_THE TASK_
Output each record in full, exactly as it stands.

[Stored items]

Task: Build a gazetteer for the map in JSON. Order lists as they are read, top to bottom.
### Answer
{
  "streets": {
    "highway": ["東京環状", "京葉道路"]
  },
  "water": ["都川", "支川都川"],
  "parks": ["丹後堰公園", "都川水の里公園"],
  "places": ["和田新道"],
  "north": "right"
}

_SOLUTION_
Task: Build a gazetteer for the map in JSON. Order lists as they are read, top to bottom.
### Answer
{
  "streets": {
    "highway": ["東京環状", "京葉道路"]
  },
  "water": ["都川", "支川都川"],
  "parks": ["丹後堰公園", "都川水の里公園"],
  "places": ["和田新道"],
  "north": "right"
}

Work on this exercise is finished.